4. Memperkuat Tata Kelola dan Pengawasan Internal (Internal Controls) Keandalan data sangat bergantung pada kontrol internal perusahaan. Perusahaan perlu memperkuat mekanisme tata kelola melalui Internal Credibility-Enhancing Mechanisms (ICEM) seperti sistem pengendalian internal dan pengawasan dari dewan direksi. Lebih lanjut, karakteristik dan peran komite audit serta auditor internal harus dioptimalkan sebagai “watchdog” dan “internal legitimacy guardians” untuk mengevaluasi risiko secara dini dan membatasi kapasitas manajemen dari melakukan manipulasi simbolik pelaporan.
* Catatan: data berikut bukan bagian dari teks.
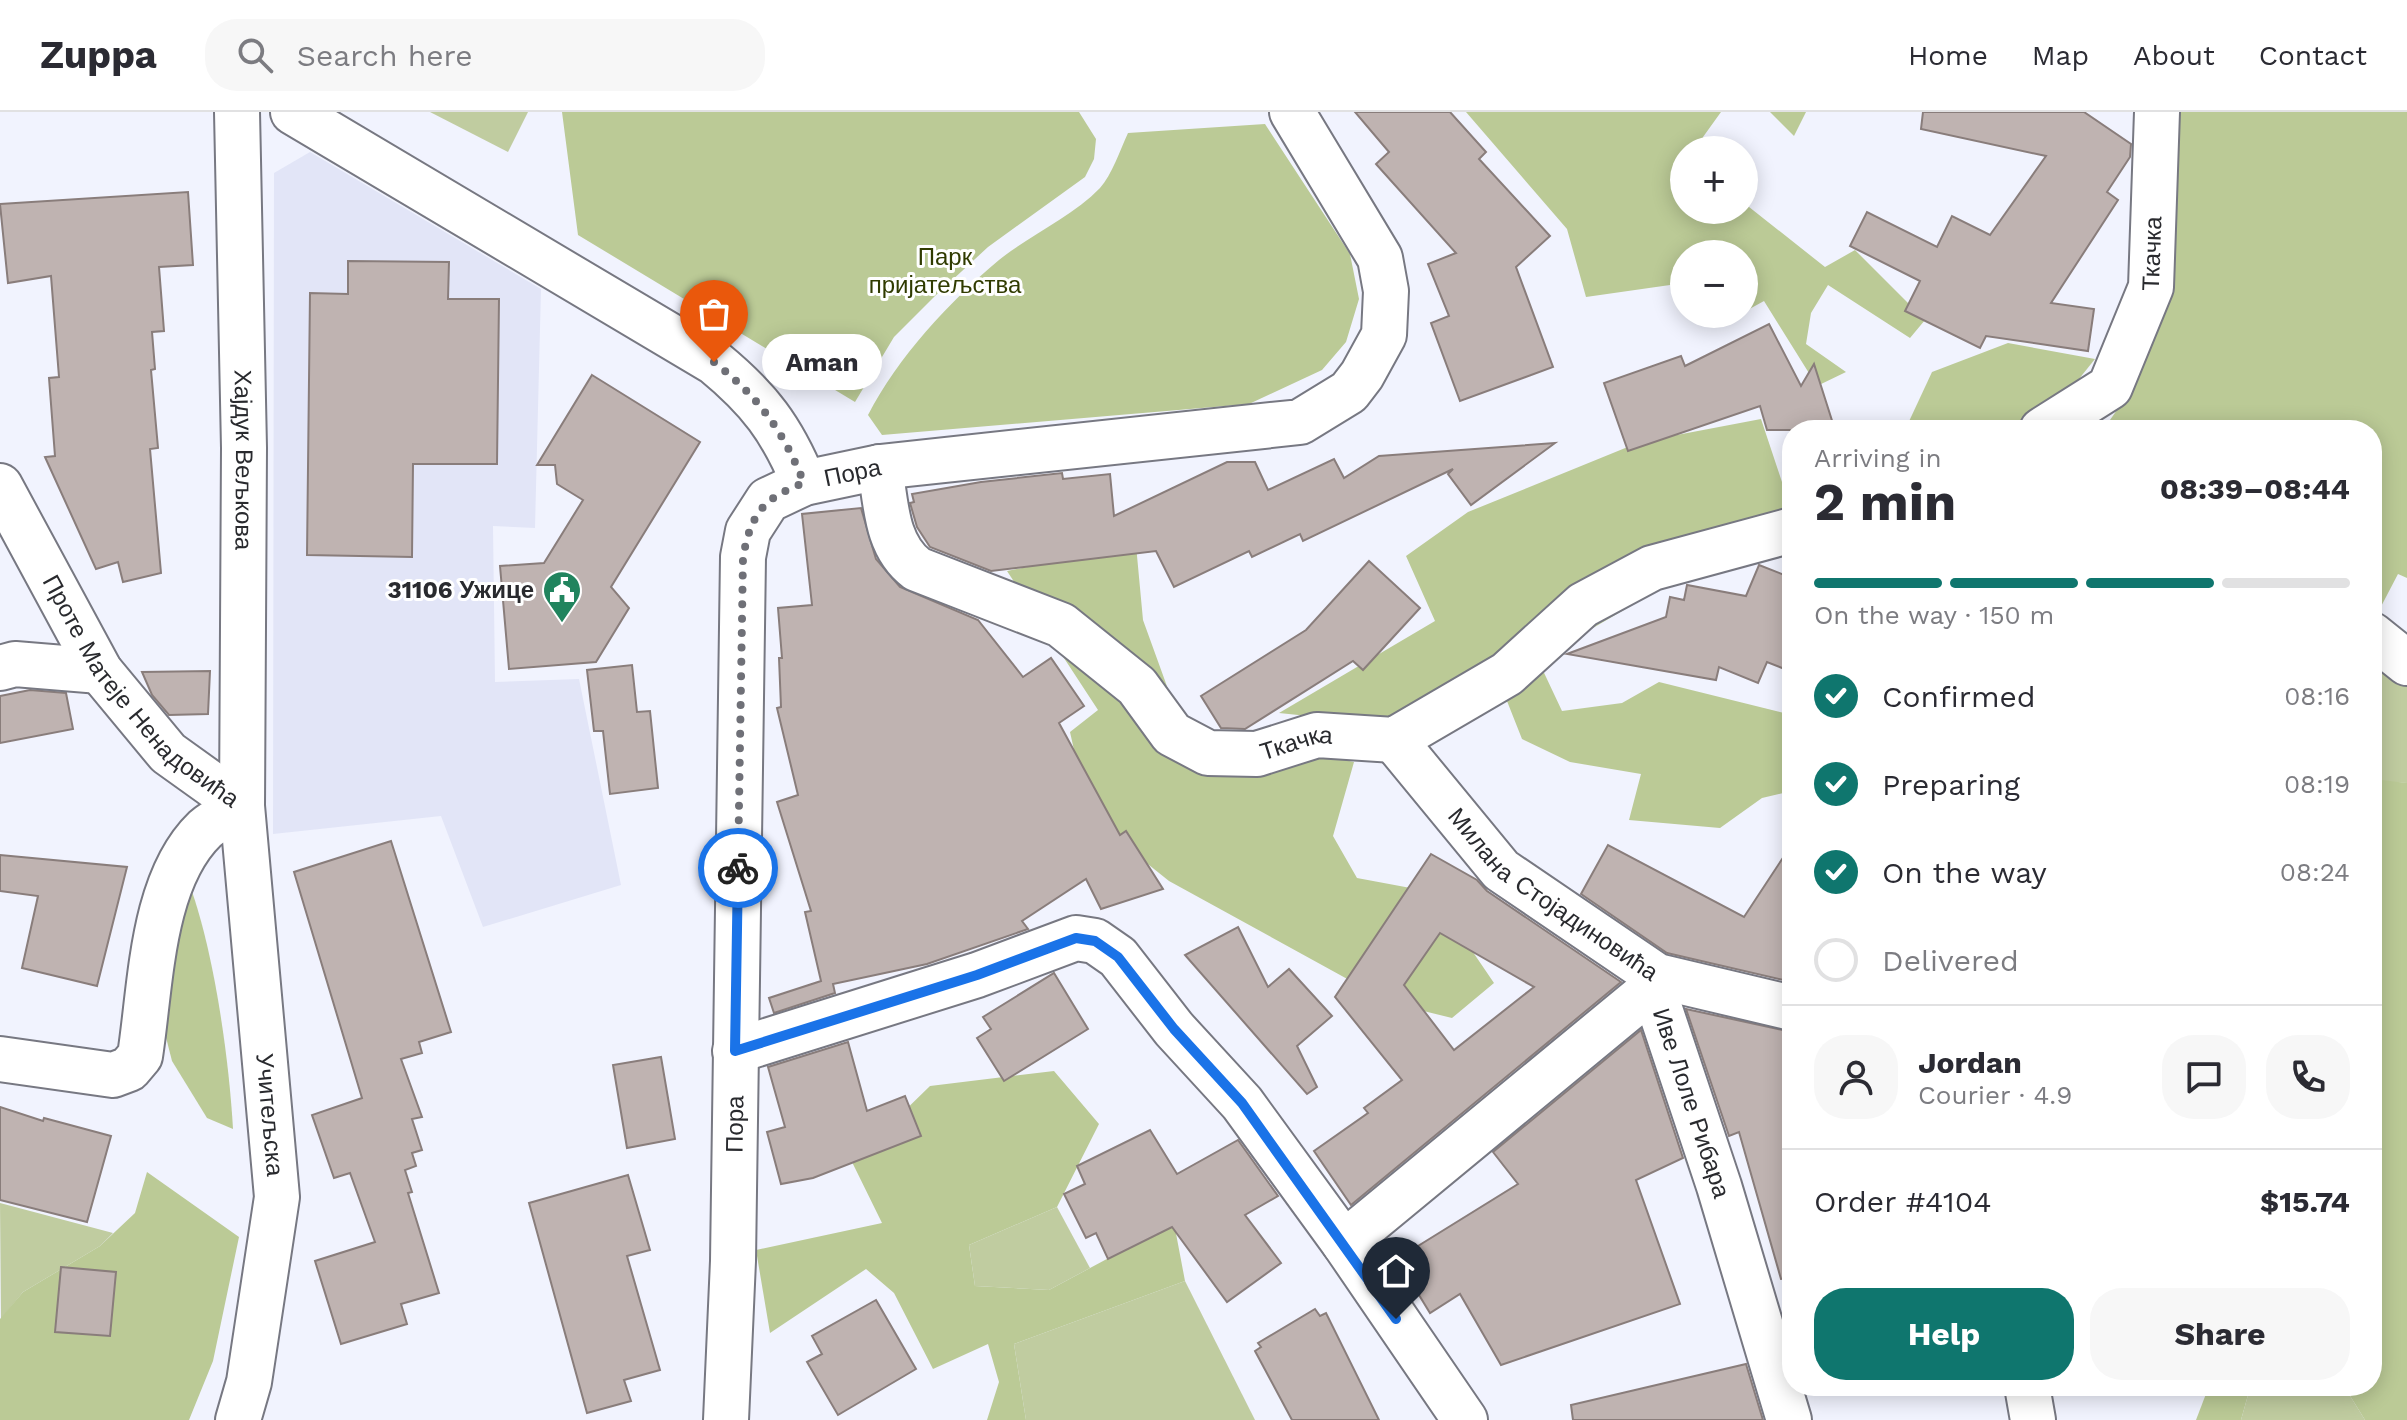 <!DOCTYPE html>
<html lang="en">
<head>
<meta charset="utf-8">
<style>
  :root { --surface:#fff; --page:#f7f7f7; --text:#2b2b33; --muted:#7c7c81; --line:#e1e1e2; --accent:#0f766e }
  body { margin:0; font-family:"Work Sans",sans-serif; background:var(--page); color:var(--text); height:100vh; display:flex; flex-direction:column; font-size:30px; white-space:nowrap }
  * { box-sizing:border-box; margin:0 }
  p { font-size:26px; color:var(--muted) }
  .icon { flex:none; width:44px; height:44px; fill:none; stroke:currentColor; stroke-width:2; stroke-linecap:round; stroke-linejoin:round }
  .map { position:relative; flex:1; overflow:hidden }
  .sheet { position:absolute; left:1782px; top:308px; width:600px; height:976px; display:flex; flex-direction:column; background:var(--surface); border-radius:32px; box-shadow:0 4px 20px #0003 }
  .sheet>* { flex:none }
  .controls { position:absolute; left:1670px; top:24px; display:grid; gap:16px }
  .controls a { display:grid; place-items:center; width:88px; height:88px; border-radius:50%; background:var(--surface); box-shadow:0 4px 20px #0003; font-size:40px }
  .pin { position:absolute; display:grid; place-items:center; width:68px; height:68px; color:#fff; margin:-82px -34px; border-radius:50% 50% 50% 0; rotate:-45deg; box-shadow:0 0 8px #0007 }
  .pin .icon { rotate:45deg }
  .courier { position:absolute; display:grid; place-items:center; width:80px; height:80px; margin:-40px; border:6px solid #1a73e8; border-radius:50%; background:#fff; color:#222; box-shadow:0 2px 10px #0007 }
  .bubble { position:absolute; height:56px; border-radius:28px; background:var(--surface); box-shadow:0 4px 20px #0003; font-size:26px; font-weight:700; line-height:56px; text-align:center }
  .overview em { font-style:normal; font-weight:700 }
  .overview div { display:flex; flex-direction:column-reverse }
  .overview { display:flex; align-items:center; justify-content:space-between; height:136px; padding:0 32px }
  h1 { font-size:52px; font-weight:700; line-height:60px }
  .bar { display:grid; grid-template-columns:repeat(4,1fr); gap:12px 8px; align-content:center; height:96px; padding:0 32px }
  .bar i { height:10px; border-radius:6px; background:var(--line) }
  .bar .on { background:var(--accent) }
  .bar p { grid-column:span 4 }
  .line { display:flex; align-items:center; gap:20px; padding:0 32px; border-top:2px solid var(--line) }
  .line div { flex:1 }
  .round { display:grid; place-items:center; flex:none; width:84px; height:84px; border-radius:32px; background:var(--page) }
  ol { padding:0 32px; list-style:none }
  li { display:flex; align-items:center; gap:24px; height:88px }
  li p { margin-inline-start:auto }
  li .icon { padding:8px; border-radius:50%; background:var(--accent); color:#fff; stroke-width:4 }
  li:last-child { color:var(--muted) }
  li i { width:44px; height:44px; border:4px solid var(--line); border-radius:50% }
  .cta { display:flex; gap:16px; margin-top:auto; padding:16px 32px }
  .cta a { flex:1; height:92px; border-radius:32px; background:var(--accent); color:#fff; font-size:32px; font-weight:700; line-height:92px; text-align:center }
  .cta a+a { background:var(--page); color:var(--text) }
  header { display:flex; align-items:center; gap:48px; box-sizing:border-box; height:112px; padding:0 40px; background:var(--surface); border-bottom:2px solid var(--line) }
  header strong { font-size:38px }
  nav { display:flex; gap:44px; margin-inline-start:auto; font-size:28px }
  .search { width:560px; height:72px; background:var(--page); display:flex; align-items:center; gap:20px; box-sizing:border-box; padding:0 28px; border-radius:32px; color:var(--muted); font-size:30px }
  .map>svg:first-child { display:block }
  .built { fill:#e2e5f7 }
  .green { fill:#c0cca0 }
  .forest { fill:#bbca96 }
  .building { fill:#bfb3b1; stroke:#897d7b; stroke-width:2; fill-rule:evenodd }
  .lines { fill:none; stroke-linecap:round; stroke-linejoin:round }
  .minor-casing { stroke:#777882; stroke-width:48 }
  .tertiary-casing { stroke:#777882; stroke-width:48 }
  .minor { stroke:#fff; stroke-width:44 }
  .tertiary { stroke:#fff; stroke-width:44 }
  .done { stroke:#6f7077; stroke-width:8; stroke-dasharray:0 14.4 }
  .route { stroke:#1a73e8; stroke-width:10 }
  .labels { text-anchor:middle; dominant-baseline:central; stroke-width:6; stroke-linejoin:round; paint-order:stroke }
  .street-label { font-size:24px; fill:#292a2e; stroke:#fff }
  .park-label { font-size:24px; fill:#303b00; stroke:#fff }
  .poi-label { font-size:24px; font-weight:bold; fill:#292a2e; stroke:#fff; text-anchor:end }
</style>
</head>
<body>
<header>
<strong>Zuppa</strong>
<div class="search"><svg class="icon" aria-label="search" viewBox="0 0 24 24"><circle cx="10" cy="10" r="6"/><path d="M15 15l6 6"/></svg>Search here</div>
<nav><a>Home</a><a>Map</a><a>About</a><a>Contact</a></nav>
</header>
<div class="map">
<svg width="2407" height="1308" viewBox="0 0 2407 1308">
  <rect width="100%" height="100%" fill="#f1f3fe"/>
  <polygon class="built" points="310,40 541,177 535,416 493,414 495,570 579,567 621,773 483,815 441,704 273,722 274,61"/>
  <g class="green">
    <polygon points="430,0 528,0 508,40"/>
    <polygon points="2372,538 2407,571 2407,671 2372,669"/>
    <polygon points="0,1091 113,1121 100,1134 23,1180 1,1207"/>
    <polygon points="1057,1095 1090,1156 1049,1178 975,1174 969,1133"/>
    <polygon points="1185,1169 1255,1308 1026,1308 1014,1232"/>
    <polygon points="2232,1274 2344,1274 2365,1308 2241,1308 2248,1283"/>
  </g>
  <g class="forest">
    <polygon points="562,0 1079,0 1096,27 1094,47 1085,65 988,135 935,184 894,225 855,290 578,123"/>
    <polygon points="1466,0 1721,0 1703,25 1705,38 1684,38 1684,98 1744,98 1744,91 1825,155 1855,138 1925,208 1910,226 1828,173 1811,201 1806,232 1846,260 1817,274 1764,189 1744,200 1744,142 1684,142 1684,171 1586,185 1567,117"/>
    <polygon points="1770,0 1806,0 1794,24"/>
    <polygon points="2162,0 2407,0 2407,466 2398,462 2375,506 2372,506 2372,318 2103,318 2133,275"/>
    <path d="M1265 12 1350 142 1359 187 1346 230 1322 258 1249 292 882 323 868 303C898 245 949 190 999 148 1030 123 1072 105 1100 76 1112 63 1120 38 1128 21Z"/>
    <polygon points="2008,231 2095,247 2038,318 1905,318 1932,260"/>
    <polygon points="1761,307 1792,400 1538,548 1562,599 1622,591 1659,570 1792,603 1792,679 1762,686 1720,716 1629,708 1641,662 1570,650 1522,627 1505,584 1385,612 1279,601 1435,509 1406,444 1468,400 1640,330"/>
    <polygon points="1136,433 1143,508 1181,613 1354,650 1333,724 1357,766 1432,780 1494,871 1452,906 1391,891 1169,769 1089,705 1070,620 1098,598 1007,459"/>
    <polygon points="2372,667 2407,671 2407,1308 2365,1308 2344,1274 2372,1274 2372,1061 2382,1060 2372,1027"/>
    <path d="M190 774C214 840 229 946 233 1017L207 1006 172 949 157 890Z"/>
    <polygon points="1054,959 1099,1012 1057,1095 969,1133 975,1174 1049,1178 1174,1111 1185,1169 1014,1232 1026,1308 987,1308 999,1270 988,1232 933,1257 894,1181 866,1157 770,1221 756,1138 882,1111 852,1050 930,974"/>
    <polygon points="147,1060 239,1125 213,1249 189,1308 0,1308 0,1207 23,1180 100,1134 135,1101"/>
    <polygon points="2209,1274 2232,1274 2248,1283 2241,1308 2196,1308"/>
  </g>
  <g class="building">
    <polygon points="1355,0 1450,0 1486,40 1479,47 1550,124 1516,155 1553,255 1460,289 1431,211 1449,204 1428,152 1456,141 1376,52 1389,40"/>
    <polygon points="1923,0 2084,0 2131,32 2130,45 2107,80 2118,88 2051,191 2094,197 2088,239 1986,224 1980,236 1905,199 1920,169 1850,134 1867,100 1937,135 1952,104 1990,123 2046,44 1921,17"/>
    <polygon points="188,80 193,153 159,155 164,219 152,220 155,257 151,258 158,336 150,337 161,461 123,470 118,450 96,457 45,345 55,344 49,266 59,265 51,164 8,171 0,92"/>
    <polygon points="348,149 449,150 448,187 499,187 497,352 413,352 412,445 307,443 310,181 348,182"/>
    <polygon points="1769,212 1801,274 1814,252 1835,318 1767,318 1760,294 1628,339 1604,271 1681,244 1685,254"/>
    <polygon points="592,263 700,330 611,475 629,496 596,550 509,557 500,454 544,451 583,388 557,372 555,353 537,353"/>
    <polygon points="1555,331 1471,393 1448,362 1453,357 1303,429 1300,422 1252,445 1249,439 1174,475 1156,439 991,459 930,435 917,415 910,391 914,390 912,382 981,370 1062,361 1063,367 1110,362 1114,404 1227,350 1255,350 1268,378 1334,347 1344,366 1379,344"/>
    <polygon points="861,396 876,447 900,475 978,508 1023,565 1051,546 1084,594 1059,611 1120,723 1126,719 1163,777 1101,797 1086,767 1022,809 1028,817 927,852 833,872 835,881 774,901 769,886 821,869 805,800 811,799 777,690 798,683 777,596 781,595 779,546 782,546 778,496 812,493 802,402"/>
    <polygon points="1369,449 1420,496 1363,558 1353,549 1245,617 1221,616 1201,584 1306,518"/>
    <polygon points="1759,453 1792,466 1792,560 1767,550 1758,571 1719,555 1716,568 1567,542 1666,505 1670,485 1684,488 1687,473 1746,484"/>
    <polygon points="632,553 637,600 650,599 658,676 610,682 603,619 594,619 587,558"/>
    <polygon points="210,559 208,602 169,603 152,583 142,560"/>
    <polygon points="30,578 66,581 73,617 0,631 0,584"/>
    <polygon points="391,729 451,920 419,930 422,941 401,947 422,1005 412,1007 422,1038 412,1041 416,1054 405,1058 412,1080 408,1081 439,1181 401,1192 407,1212 341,1232 315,1149 375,1130 350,1061 334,1066 312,1003 362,986 294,760"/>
    <polygon points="1792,732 1792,870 1667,841 1581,782 1608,733 1744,805"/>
    <path d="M1431 742 1477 768 1487 779 1621 870 1351 1093 1314 1039 1368 1001 1364 996 1402 968 1335 885ZM1440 821 1534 875 1454 938 1404 873Z"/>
    <polygon points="0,743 127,755 97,874 22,856 38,784 0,779"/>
    <polygon points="1238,815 1268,875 1289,857 1332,904 1297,934 1317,975 1307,982 1185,843"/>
    <polygon points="1054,861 1088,917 1004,969 977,926 991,917 983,905"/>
    <polygon points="1686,897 1792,920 1792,1166 1781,1167 1739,1020 1729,1024"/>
    <polygon points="1641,918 1683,1046 1636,1068 1680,1192 1501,1253 1460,1182 1430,1201 1397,1147 1518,1072 1493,1040"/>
    <polygon points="848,930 867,999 905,984 921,1024 813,1066 781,1072 767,1020 785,1015 768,955"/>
    <polygon points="661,945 675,1027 627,1036 613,953"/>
    <polygon points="0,995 43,1009 44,1006 111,1024 87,1110 0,1088"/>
    <polygon points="1150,1018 1177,1062 1238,1028 1278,1084 1245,1103 1281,1151 1227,1190 1172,1115 1108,1147 1096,1121 1086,1126 1064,1082 1085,1072 1077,1054"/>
    <polygon points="628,1063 650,1138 627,1144 660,1258 624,1268 631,1289 587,1301 529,1091"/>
    <polygon points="61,1155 116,1160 110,1224 55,1220"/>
    <polygon points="876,1188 916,1257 838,1303 807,1250 822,1242 812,1224"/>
    <polygon points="1315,1197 1320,1204 1326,1201 1379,1308 1292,1308 1255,1239 1261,1235 1258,1231"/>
    <polygon points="1746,1252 1763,1308 1573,1308 1571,1293"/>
  </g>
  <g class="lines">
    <defs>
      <g id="minor">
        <path id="s1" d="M237 0 244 336 242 694 277 1085 249 1270 238 1308"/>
        <path d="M293 0 714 250C759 287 782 317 804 371"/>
        <path id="s2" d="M2042 318 2110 275 2151 175 2157 0"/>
        <path id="s3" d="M880 355C886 392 886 434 917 457L1061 513 1137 574 1172 622 1208 641 1257 642 1317 623 1394 628 1507 562 1583 493 1652 456 1792 418"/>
        <path id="s4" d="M0 374 100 559 168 641 242 694C230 701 215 708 205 717 151 769 151 874 140 944L129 957 113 963 0 947"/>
        <polyline points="2372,523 2407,551"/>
        <polyline points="0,556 15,552 100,559"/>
        <path id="s5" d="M1394 628 1501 758 1657 864 1792 896"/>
        <polyline points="735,939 977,863 1076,826 1095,829 1118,845 1174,917 1242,991 1344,1131 1465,1308"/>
        <path id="s6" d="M1344 1131 1653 876 1719 1074 1789 1308"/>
        <polyline points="2027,1274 2033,1308"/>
      </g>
      <g id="tertiary">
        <path id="s7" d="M726 1308 733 1149 743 445 748 419 768 388 804 371 880 355 1300 310 1349 280 1362 263 1384 223 1386 179 1380 146 1292 0"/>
      </g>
    </defs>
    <use href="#minor" class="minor-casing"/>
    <use href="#tertiary" class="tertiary-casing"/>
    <use href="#minor" class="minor"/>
    <use href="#tertiary" class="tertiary"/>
  </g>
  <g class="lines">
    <path class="done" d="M714 250C758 285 783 318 804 371 763 386 751 402 743 445L738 756"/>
    <polyline class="route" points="738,756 735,939 977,863 1076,826 1095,829 1118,845 1174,917 1242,991 1396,1207"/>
  </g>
  <defs>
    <symbol id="civic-pin" viewBox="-11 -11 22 30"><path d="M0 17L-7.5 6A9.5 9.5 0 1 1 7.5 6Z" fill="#21845e" stroke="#fff"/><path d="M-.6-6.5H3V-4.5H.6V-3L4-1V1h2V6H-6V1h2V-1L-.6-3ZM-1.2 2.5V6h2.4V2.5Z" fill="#fff"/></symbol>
  </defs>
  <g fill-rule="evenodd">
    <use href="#civic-pin" x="540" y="456" width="44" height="60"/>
  </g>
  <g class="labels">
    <g class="street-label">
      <text stroke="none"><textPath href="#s2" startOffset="222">Ткачка</textPath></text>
      <text stroke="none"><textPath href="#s1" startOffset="348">Хајдук Вељкова</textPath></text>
      <text stroke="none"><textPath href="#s7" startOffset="1016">Пора</textPath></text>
      <text stroke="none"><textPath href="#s4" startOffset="252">Проте Матеје Ненадовића</textPath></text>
      <text stroke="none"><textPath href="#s3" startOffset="554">Ткачка</textPath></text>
      <text stroke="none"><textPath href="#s5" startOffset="224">Милана Стојадиновића</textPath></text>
      <text stroke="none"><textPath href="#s6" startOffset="522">Иве Лоле Рибара</textPath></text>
      <text stroke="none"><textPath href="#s1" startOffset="1004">Учитељска</textPath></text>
      <text stroke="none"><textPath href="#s7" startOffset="296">Пора</textPath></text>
    </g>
    <g class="park-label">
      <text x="945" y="145">Парк<tspan x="945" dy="28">пријатељства</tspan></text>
    </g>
    <g class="poi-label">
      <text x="534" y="478">31106 Ужице</text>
    </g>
  </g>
</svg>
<div class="controls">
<a>+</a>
<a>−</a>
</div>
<div class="pin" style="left:714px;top:250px;background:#ea580c"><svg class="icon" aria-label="bag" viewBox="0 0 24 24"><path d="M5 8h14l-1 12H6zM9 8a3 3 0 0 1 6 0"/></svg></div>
<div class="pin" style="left:1396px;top:1207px;background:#1f2937"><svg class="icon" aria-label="home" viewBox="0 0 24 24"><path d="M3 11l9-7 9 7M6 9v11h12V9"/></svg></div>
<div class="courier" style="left:738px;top:756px"><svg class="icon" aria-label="bike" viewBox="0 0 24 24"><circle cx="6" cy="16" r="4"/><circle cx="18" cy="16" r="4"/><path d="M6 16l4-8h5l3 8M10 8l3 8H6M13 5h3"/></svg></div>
<div class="bubble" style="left:762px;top:222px;width:120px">Aman</div>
<section class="sheet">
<div class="overview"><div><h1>2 min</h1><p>Arriving in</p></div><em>08:39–08:44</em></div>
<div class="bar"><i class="on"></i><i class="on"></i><i class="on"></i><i></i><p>On the way · 150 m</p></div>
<ol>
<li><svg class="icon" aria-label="check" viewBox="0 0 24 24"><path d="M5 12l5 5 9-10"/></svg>Confirmed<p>08:16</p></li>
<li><svg class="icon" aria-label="check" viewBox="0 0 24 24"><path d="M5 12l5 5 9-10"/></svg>Preparing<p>08:19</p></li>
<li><svg class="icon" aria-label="check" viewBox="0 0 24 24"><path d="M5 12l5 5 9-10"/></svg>On the way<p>08:24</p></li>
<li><i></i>Delivered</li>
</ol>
<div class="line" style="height:144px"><a class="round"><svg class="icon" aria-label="person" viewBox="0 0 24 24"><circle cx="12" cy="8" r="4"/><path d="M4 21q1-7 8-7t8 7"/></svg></a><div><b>Jordan</b><p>Courier · 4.9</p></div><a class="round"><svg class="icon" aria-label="chat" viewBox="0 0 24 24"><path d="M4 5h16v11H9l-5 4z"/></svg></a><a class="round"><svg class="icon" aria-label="phone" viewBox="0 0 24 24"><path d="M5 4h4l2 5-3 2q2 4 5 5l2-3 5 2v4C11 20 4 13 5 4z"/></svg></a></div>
<div class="line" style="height:104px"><div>Order #4104</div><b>$15.74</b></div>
<div class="cta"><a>Help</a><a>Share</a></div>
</section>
</div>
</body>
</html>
5. Menggunakan Layanan Assurance Pihak Ketiga dan Sertifikasi Langkah paling kuat untuk memvalidasi klaim adalah melalui sertifikasi resmi atau sustainability assurance independen. Audit independen yang teliti akan memastikan bahwa metrik yang digunakan sesuai dengan standar yang diakui secara internasional (seperti GRI atau SASB). Assurance pihak ketiga membantu perusahaan mendeteksi inkonsistensi, kesenjangan data, atau klaim yang melebih-
lebihkan secara dini, sehingga perbedaan antara klaim perusahaan dan realitas operasional di lapangan dapat segera diperbaiki sebelum laporan diterbitkan.
Dengan memadukan transparansi komunikasi, dukungan data yang valid, serta pengawasan internal dan eksternal yang ketat, perusahaan dapat mengomunikasikan pencapaian keberlanjutan mereka secara aman, kredibel, dan bebas dari jebakan greenwashing
Referensi :
- Adi, Y. N., & Wibisono, G. (2025). Pengaruh Komite Audit Dalam Tingkat Greenwashing Pada Pengungkapan Sustainability Report (Studi Empiris Pada Perusahaan Industri Batubara yang Terdaftar di Bursa Efek Indonesia Tahun 2021-2023). ETD Universitas Gadjah Mada.
- Baker McKenzie. (2025). A Practical Guide to Greenwashing for Financial Institutions. Baker & McKenzie LLP.
- BDO USA. (2023). Navigating Challenges in ESG Assurance. BDO USA, LLP.
- KPMG. (2024). Assurance Insights: Risk of greenwashing and greenhushing. KPMG International.
- Nuralam, G., Hartono, Y., & Ginting, Y. L. (2025). Implementasi Environmental, Social, Governance (ESG): Adakah Perubahan Peran Auditor Internal? (Studi pada PT Kaltim Industrial Estate Bontang). Proceeding of National Conference on Accounting & Finance, 7, 196-204.
- Satuplatform. (2024). Greenhushing: Pengertian, Dampak, dan Cara Menghindarinya. Satuplatform.
- Wise Steps Consulting. (2025). Greenwashing dan Greenhushing: Dua Risiko Bagi Bisnis Pariwisata. Wise Steps Consulting.
- Zhou, S., Simnett, R., Waters, A., & Michaelides, M. (Eds.). (2025). AUASB Research Report 13: USYD – Deakin – AUASB Sustainability Assurance Research Workshop. Auditing and Assurance Standards Board (AUASB).